| PROBLEM TO SOLVE |
Find the word "dasharray" in the data. Return every line where it appears.

═══ INPUT FOR THIS TASK

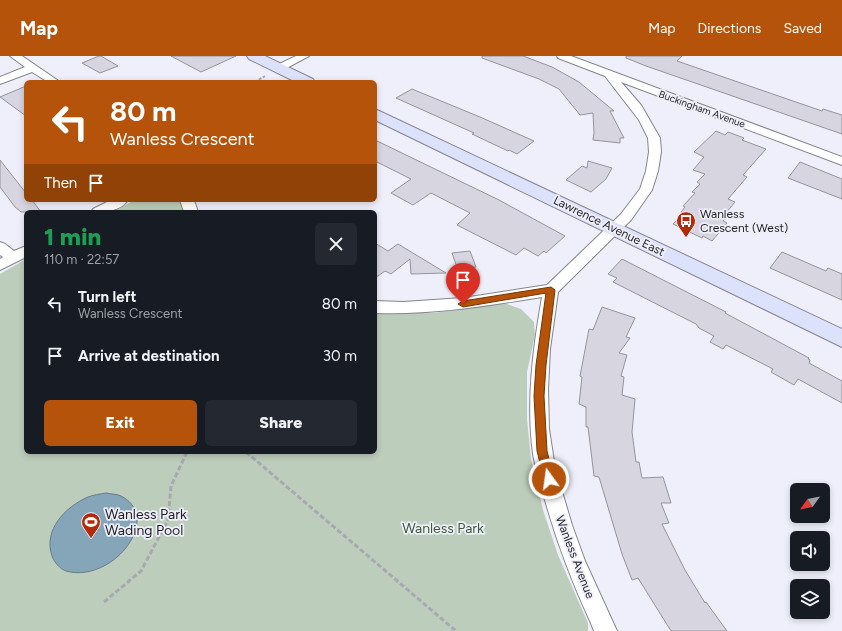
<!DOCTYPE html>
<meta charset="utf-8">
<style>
:root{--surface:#171b24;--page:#242831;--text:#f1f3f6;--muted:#9ea1a6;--accent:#b45309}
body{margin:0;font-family:Figtree,sans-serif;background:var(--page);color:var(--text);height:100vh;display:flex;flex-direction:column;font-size:15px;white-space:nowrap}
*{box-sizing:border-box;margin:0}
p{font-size:13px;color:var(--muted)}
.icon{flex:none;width:22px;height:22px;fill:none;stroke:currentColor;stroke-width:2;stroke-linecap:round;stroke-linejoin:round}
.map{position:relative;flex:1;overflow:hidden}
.details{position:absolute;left:24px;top:154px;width:353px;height:244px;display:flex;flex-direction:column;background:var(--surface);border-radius:6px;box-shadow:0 2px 6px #0003}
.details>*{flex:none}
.banner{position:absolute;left:24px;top:24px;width:353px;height:122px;border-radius:6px;box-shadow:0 2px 6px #0003;background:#b45309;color:#fff;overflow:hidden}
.needle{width:26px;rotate:237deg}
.tools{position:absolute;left:790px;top:427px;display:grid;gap:8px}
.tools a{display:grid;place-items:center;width:40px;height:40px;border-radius:6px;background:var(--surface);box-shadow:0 2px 6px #0003;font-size:20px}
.pin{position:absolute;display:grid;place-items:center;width:34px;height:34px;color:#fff;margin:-41px -17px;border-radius:50% 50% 50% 0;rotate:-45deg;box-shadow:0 0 4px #0007}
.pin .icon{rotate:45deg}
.me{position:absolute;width:44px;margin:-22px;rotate:346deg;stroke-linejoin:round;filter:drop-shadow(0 0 3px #0008)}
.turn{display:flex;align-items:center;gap:14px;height:84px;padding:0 20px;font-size:18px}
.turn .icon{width:52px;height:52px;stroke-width:2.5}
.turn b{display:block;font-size:28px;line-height:34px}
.then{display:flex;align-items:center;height:38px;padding:0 20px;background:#0003;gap:8px;font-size:15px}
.round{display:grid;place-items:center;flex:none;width:42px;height:42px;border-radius:6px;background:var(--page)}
.headline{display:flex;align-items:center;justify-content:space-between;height:68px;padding:0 20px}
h1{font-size:24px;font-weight:800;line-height:30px;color:#1e9e55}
.button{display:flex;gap:8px;margin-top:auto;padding:8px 20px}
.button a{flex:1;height:46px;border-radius:6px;background:var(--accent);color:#fff;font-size:16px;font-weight:800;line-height:46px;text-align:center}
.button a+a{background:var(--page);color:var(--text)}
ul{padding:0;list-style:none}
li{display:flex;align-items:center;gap:12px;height:52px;padding:0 20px}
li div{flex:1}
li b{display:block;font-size:15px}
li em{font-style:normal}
header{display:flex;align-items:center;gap:24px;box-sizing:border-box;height:56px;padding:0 20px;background:var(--accent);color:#fff}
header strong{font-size:19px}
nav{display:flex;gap:22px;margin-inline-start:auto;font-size:14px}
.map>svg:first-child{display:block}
.green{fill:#bdcdbb}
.water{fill:#85a5b8;stroke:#667d8b}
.building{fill:#d7d5e0;stroke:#95939e}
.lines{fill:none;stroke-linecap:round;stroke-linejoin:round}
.minor-casing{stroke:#85858f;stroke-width:2}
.secondary-casing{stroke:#85858f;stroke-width:2}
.path-far1{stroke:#a8a8b2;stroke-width:2;stroke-dasharray:3 1.5;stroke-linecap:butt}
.path{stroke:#a8a8b2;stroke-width:3;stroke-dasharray:5 2.5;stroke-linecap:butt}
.minor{fill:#fff;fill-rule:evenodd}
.secondary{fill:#dde2fc;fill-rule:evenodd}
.route{fill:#b45309;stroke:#753606}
.labels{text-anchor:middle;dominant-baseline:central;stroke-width:3.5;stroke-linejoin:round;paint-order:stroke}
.far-street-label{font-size:10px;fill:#1f1f23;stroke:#efeffb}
.poi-label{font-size:12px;fill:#1f1f23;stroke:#efeffb;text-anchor:start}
.street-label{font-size:12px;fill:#1f1f23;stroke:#efeffb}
.near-poi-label{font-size:14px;fill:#1f1f23;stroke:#efeffb;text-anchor:start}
.near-park-label{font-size:14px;fill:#3a5d35;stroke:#efeffb}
</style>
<header>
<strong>Map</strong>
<nav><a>Map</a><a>Directions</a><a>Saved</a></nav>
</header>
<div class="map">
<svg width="842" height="575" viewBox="0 0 842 575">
<rect width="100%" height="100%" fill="#efeffb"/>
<!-- green -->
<g class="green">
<path d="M135,144H180L184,156H113Z"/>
<path d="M26,203V396H375V256L434,257L495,248L504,247L521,253L534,266L535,279L527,316V363L531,403L543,454L558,499L588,567V575H0V218Z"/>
</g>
<!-- water -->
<path class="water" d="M106,437C110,438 117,438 121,440C164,462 112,528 66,515C60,513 54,506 52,500C43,474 65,451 88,441C93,439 100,438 106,437Z"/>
<!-- building -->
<g class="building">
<path d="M99,0H101L118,10L100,17L82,7Z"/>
<path d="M171,0H236L201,16Z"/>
<path d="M482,0H523L552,11L579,26L614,55H610L624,82H620V87L593,84L594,77L593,57L580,59L559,33L539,23L482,2Z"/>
<path d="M626,0H682L677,5L822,55L823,53L842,59V78L646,10L626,2Z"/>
<path d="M26,30V60L0,41Z"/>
<path d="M412,33L480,61L534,85L517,98L509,94L508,95L472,78L474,77L396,42Z"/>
<path d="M716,75L725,79L728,76L744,82L742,84L766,93L743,119L747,121L728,143L735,146L725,158L728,159L723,165L727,167L712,185L703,180L702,182L673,168L684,157L681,156L685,151L683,150L695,137L692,136L700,128L697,126L705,118L693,114L704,101L694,96Z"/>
<path d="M375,84L499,144L565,180L546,197L544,195L538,200L524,192L516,199L457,169L470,157L431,137L413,149L391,137L411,123L375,105Z"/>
<path d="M0,104L26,137V144H32L41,156H21L15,151L0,131Z"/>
<path d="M588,105L612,112L606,123L591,136L566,124L582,110L587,112Z"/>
<path d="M800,106L842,123V143L788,122Z"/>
<path d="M375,187L388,195L398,188L446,217L411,218L410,203L391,218L385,215L375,222Z"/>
<path d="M470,195L476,211L458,214L452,197Z"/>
<path d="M782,196L826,215L828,212L842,218V244L770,212Z"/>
<path d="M622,203L726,256L725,257L809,302L808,303L810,304L809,307L842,325V347L798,323L794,329L771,316L773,313L726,289L723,293L710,286L714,280L699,272L696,268L613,226L617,222L608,218Z"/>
<path d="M602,251L635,262L626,281L630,282L619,297L627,299L621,320L624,321L622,339L635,343L632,376L636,406H639L642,422L663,421L671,447H661L669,467L662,468L685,514L705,547L706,546L727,575H671L638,522L632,524L622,498L599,421L594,420L588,371H586V351L579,348L582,321L580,320L589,273L593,274Z"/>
</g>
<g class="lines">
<defs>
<g id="minor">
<path d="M10,0H22L60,26H48L32,16L0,28V21L25,11Z"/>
<path d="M296,0H309L283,14L279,15L274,12L275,10Z"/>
<path d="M557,0H571L842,101V109L621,26L641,49L660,82L661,96L658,115L652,134L631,164L558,236L550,293L548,333L549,373L555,412L572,469L585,505L617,575H594L590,565C571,524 555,481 543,437C540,424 535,411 533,398C526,346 533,292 542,241C486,250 432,259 375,257V245L403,246L463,242L547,229L621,158L640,133L646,115L649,96L648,82L639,64L605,20L558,2Z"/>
<path d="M111,144H128C120,156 104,156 91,156L93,153Z"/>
<path d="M180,144H194L198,156H184Z"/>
<path d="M0,186L5,188L14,195L26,190V201L0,214V203L3,201L0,199Z"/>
</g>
<g id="secondary">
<path d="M247,0H265L313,23L315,26H296L249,3Z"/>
<path d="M375,53L842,273V291L375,64Z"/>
</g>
</defs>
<!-- minor casing -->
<use href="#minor" class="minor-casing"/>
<!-- secondary casing -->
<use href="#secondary" class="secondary-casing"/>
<!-- path-far1 -->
<path class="path-far1" d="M255,26L265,20"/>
<!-- path -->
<g class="path">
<path d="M246,396L456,575"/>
<path d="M104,546L141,515L168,464L171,430L187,396"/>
</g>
<!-- minor -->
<use href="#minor" class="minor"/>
<!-- secondary -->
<use href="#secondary" class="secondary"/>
</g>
<!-- route -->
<path class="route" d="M551,231L555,234L546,309L544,340L547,395L554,423L553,426L549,428L545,426L544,423L537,395L534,340L536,309L546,237L463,251L458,248L463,245Z"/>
<!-- icons -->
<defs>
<symbol id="bus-pin" viewBox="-11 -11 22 30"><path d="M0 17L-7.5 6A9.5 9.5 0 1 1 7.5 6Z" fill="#b52909" stroke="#efeffb"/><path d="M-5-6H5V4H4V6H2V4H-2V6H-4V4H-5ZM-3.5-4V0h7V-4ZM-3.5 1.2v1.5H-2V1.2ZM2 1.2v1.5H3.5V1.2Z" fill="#fff"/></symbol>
<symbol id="stadium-pin" viewBox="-11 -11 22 30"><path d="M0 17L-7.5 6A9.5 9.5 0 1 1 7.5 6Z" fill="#b52909" stroke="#efeffb"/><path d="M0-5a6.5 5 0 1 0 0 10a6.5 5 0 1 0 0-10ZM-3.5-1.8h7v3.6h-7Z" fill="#fff"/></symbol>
</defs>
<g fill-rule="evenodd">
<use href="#bus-pin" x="675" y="154" width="22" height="30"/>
<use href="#stadium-pin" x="80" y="455" width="22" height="30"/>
</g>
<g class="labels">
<!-- far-street labels -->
<g class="far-street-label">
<text transform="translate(702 53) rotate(20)">Buckingham Avenue</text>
</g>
<!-- poi labels -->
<g class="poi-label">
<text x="700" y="158">Wanless<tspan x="700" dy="14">Crescent (West)</tspan></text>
</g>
<!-- street labels -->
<g class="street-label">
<text transform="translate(609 170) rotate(26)">Lawrence Avenue East</text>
<text transform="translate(575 501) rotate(69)">Wanless Avenue</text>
</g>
<!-- near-poi labels -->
<g class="near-poi-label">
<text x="105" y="458">Wanless Park<tspan x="105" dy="16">Wading Pool</tspan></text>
</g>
<!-- near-park labels -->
<g class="near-park-label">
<text x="443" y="472">Wanless Park</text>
</g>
</g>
</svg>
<div class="tools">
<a><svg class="needle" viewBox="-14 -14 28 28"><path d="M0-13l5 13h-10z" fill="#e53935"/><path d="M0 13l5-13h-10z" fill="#9ea1a6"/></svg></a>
<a><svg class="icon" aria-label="sound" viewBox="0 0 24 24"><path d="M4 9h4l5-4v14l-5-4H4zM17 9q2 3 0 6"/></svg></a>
<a><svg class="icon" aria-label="layers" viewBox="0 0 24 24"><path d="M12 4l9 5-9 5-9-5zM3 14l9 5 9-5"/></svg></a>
</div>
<div class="pin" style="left:463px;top:248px;background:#d93025"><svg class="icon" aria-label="arrive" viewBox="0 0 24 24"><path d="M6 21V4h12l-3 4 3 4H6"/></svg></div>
<svg class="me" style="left:549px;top:423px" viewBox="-20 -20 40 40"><circle r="17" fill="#b45309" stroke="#fff" stroke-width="3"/><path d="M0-11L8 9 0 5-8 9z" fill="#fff"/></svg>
<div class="banner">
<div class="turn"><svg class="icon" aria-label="left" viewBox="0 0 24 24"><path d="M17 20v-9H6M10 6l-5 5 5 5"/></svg><div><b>80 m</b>Wanless Crescent</div></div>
<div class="then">Then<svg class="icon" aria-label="arrive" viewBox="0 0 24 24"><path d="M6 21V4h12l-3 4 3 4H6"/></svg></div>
</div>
<section class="details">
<div class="headline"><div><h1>1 min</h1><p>110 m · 22:57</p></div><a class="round"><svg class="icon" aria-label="close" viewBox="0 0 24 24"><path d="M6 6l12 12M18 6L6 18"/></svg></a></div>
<ul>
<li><svg class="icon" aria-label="left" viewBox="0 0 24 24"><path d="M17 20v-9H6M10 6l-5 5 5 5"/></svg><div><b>Turn left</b><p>Wanless Crescent</p></div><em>80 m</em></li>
<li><svg class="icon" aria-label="arrive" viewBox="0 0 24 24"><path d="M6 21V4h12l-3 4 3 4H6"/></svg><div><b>Arrive at destination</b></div><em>30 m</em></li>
</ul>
<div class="button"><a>Exit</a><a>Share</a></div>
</section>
</div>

══════

| EXERCISE SOLUTION |
.path-far1{stroke:#a8a8b2;stroke-width:2;stroke-dasharray:3 1.5;stroke-linecap:butt}
.path{stroke:#a8a8b2;stroke-width:3;stroke-dasharray:5 2.5;stroke-linecap:butt}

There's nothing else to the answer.